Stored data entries
[Start of Attachment]

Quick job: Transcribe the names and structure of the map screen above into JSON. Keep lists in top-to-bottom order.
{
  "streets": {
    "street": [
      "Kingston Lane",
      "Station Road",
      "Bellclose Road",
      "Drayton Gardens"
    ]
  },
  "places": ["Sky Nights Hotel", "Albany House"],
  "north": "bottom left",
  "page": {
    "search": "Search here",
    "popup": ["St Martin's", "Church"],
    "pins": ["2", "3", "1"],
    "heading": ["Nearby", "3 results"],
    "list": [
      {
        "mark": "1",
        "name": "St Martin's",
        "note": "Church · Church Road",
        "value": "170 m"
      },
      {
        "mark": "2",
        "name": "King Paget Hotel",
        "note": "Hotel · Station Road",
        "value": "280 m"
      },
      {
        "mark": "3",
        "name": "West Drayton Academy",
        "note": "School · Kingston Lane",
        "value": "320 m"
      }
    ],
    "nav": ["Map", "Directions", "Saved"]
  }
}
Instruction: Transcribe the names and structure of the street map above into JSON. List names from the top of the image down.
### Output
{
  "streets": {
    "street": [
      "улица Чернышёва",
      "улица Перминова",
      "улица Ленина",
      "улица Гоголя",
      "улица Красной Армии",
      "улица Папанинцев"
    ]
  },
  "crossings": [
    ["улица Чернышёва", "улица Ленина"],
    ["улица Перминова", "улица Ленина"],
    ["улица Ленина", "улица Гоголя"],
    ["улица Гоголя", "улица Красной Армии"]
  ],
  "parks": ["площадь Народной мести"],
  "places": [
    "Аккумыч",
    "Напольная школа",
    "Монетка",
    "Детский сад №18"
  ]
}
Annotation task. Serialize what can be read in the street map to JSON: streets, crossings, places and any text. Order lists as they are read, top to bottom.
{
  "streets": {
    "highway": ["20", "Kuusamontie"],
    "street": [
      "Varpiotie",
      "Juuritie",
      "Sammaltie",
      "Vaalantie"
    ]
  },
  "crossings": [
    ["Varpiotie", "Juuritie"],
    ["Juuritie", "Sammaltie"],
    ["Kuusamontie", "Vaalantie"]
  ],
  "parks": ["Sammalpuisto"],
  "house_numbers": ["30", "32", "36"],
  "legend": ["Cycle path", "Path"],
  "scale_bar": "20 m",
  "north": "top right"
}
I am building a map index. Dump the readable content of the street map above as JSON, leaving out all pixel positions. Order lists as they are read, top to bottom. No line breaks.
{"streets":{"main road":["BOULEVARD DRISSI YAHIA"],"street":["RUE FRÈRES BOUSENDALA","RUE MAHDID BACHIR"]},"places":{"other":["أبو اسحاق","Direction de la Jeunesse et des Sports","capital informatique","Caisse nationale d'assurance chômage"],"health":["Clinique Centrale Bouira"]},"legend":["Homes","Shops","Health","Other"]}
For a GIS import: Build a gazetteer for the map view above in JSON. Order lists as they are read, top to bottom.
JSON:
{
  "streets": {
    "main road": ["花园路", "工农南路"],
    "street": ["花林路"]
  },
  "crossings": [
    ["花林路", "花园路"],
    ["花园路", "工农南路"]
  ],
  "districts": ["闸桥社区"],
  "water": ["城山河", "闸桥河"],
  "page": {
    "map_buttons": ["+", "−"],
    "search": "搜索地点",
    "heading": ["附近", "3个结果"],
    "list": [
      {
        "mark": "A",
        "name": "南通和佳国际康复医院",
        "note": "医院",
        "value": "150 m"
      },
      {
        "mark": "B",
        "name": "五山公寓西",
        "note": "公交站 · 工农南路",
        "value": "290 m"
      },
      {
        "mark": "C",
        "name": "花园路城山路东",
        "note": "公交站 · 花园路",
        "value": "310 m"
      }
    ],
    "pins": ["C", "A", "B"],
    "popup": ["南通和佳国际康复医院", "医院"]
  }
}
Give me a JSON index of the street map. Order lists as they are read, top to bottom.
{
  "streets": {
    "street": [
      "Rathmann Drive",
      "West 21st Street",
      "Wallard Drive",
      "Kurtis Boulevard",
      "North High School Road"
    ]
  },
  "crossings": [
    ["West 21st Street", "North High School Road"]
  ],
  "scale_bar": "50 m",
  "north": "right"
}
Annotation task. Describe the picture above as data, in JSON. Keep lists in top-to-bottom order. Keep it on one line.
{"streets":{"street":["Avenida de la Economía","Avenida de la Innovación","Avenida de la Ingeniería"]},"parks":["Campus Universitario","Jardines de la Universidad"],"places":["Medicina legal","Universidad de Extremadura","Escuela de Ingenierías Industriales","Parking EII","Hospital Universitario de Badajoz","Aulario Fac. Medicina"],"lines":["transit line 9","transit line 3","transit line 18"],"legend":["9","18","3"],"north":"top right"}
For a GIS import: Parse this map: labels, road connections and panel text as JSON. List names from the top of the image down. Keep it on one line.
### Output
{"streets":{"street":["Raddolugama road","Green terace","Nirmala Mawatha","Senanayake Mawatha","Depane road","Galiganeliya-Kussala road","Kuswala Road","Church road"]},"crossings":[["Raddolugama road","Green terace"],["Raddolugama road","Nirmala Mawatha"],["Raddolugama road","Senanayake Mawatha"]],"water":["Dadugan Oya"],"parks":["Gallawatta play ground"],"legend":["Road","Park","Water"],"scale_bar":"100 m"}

[End of Attachment]

=== Exercise instructions ===
An exact restatement of the data above is required.

=== Solved exercise ===
Quick job: Transcribe the names and structure of the map screen above into JSON. Keep lists in top-to-bottom order.
{
  "streets": {
    "street": [
      "Kingston Lane",
      "Station Road",
      "Bellclose Road",
      "Drayton Gardens"
    ]
  },
  "places": ["Sky Nights Hotel", "Albany House"],
  "north": "bottom left",
  "page": {
    "search": "Search here",
    "popup": ["St Martin's", "Church"],
    "pins": ["2", "3", "1"],
    "heading": ["Nearby", "3 results"],
    "list": [
      {
        "mark": "1",
        "name": "St Martin's",
        "note": "Church · Church Road",
        "value": "170 m"
      },
      {
        "mark": "2",
        "name": "King Paget Hotel",
        "note": "Hotel · Station Road",
        "value": "280 m"
      },
      {
        "mark": "3",
        "name": "West Drayton Academy",
        "note": "School · Kingston Lane",
        "value": "320 m"
      }
    ],
    "nav": ["Map", "Directions", "Saved"]
  }
}
Instruction: Transcribe the names and structure of the street map above into JSON. List names from the top of the image down.
### Output
{
  "streets": {
    "street": [
      "улица Чернышёва",
      "улица Перминова",
      "улица Ленина",
      "улица Гоголя",
      "улица Красной Армии",
      "улица Папанинцев"
    ]
  },
  "crossings": [
    ["улица Чернышёва", "улица Ленина"],
    ["улица Перминова", "улица Ленина"],
    ["улица Ленина", "улица Гоголя"],
    ["улица Гоголя", "улица Красной Армии"]
  ],
  "parks": ["площадь Народной мести"],
  "places": [
    "Аккумыч",
    "Напольная школа",
    "Монетка",
    "Детский сад №18"
  ]
}
Annotation task. Serialize what can be read in the street map to JSON: streets, crossings, places and any text. Order lists as they are read, top to bottom.
{
  "streets": {
    "highway": ["20", "Kuusamontie"],
    "street": [
      "Varpiotie",
      "Juuritie",
      "Sammaltie",
      "Vaalantie"
    ]
  },
  "crossings": [
    ["Varpiotie", "Juuritie"],
    ["Juuritie", "Sammaltie"],
    ["Kuusamontie", "Vaalantie"]
  ],
  "parks": ["Sammalpuisto"],
  "house_numbers": ["30", "32", "36"],
  "legend": ["Cycle path", "Path"],
  "scale_bar": "20 m",
  "north": "top right"
}
I am building a map index. Dump the readable content of the street map above as JSON, leaving out all pixel positions. Order lists as they are read, top to bottom. No line breaks.
{"streets":{"main road":["BOULEVARD DRISSI YAHIA"],"street":["RUE FRÈRES BOUSENDALA","RUE MAHDID BACHIR"]},"places":{"other":["أبو اسحاق","Direction de la Jeunesse et des Sports","capital informatique","Caisse nationale d'assurance chômage"],"health":["Clinique Centrale Bouira"]},"legend":["Homes","Shops","Health","Other"]}
For a GIS import: Build a gazetteer for the map view above in JSON. Order lists as they are read, top to bottom.
JSON:
{
  "streets": {
    "main road": ["花园路", "工农南路"],
    "street": ["花林路"]
  },
  "crossings": [
    ["花林路", "花园路"],
    ["花园路", "工农南路"]
  ],
  "districts": ["闸桥社区"],
  "water": ["城山河", "闸桥河"],
  "page": {
    "map_buttons": ["+", "−"],
    "search": "搜索地点",
    "heading": ["附近", "3个结果"],
    "list": [
      {
        "mark": "A",
        "name": "南通和佳国际康复医院",
        "note": "医院",
        "value": "150 m"
      },
      {
        "mark": "B",
        "name": "五山公寓西",
        "note": "公交站 · 工农南路",
        "value": "290 m"
      },
      {
        "mark": "C",
        "name": "花园路城山路东",
        "note": "公交站 · 花园路",
        "value": "310 m"
      }
    ],
    "pins": ["C", "A", "B"],
    "popup": ["南通和佳国际康复医院", "医院"]
  }
}
Give me a JSON index of the street map. Order lists as they are read, top to bottom.
{
  "streets": {
    "street": [
      "Rathmann Drive",
      "West 21st Street",
      "Wallard Drive",
      "Kurtis Boulevard",
      "North High School Road"
    ]
  },
  "crossings": [
    ["West 21st Street", "North High School Road"]
  ],
  "scale_bar": "50 m",
  "north": "right"
}
Annotation task. Describe the picture above as data, in JSON. Keep lists in top-to-bottom order. Keep it on one line.
{"streets":{"street":["Avenida de la Economía","Avenida de la Innovación","Avenida de la Ingeniería"]},"parks":["Campus Universitario","Jardines de la Universidad"],"places":["Medicina legal","Universidad de Extremadura","Escuela de Ingenierías Industriales","Parking EII","Hospital Universitario de Badajoz","Aulario Fac. Medicina"],"lines":["transit line 9","transit line 3","transit line 18"],"legend":["9","18","3"],"north":"top right"}
For a GIS import: Parse this map: labels, road connections and panel text as JSON. List names from the top of the image down. Keep it on one line.
### Output
{"streets":{"street":["Raddolugama road","Green terace","Nirmala Mawatha","Senanayake Mawatha","Depane road","Galiganeliya-Kussala road","Kuswala Road","Church road"]},"crossings":[["Raddolugama road","Green terace"],["Raddolugama road","Nirmala Mawatha"],["Raddolugama road","Senanayake Mawatha"]],"water":["Dadugan Oya"],"parks":["Gallawatta play ground"],"legend":["Road","Park","Water"],"scale_bar":"100 m"}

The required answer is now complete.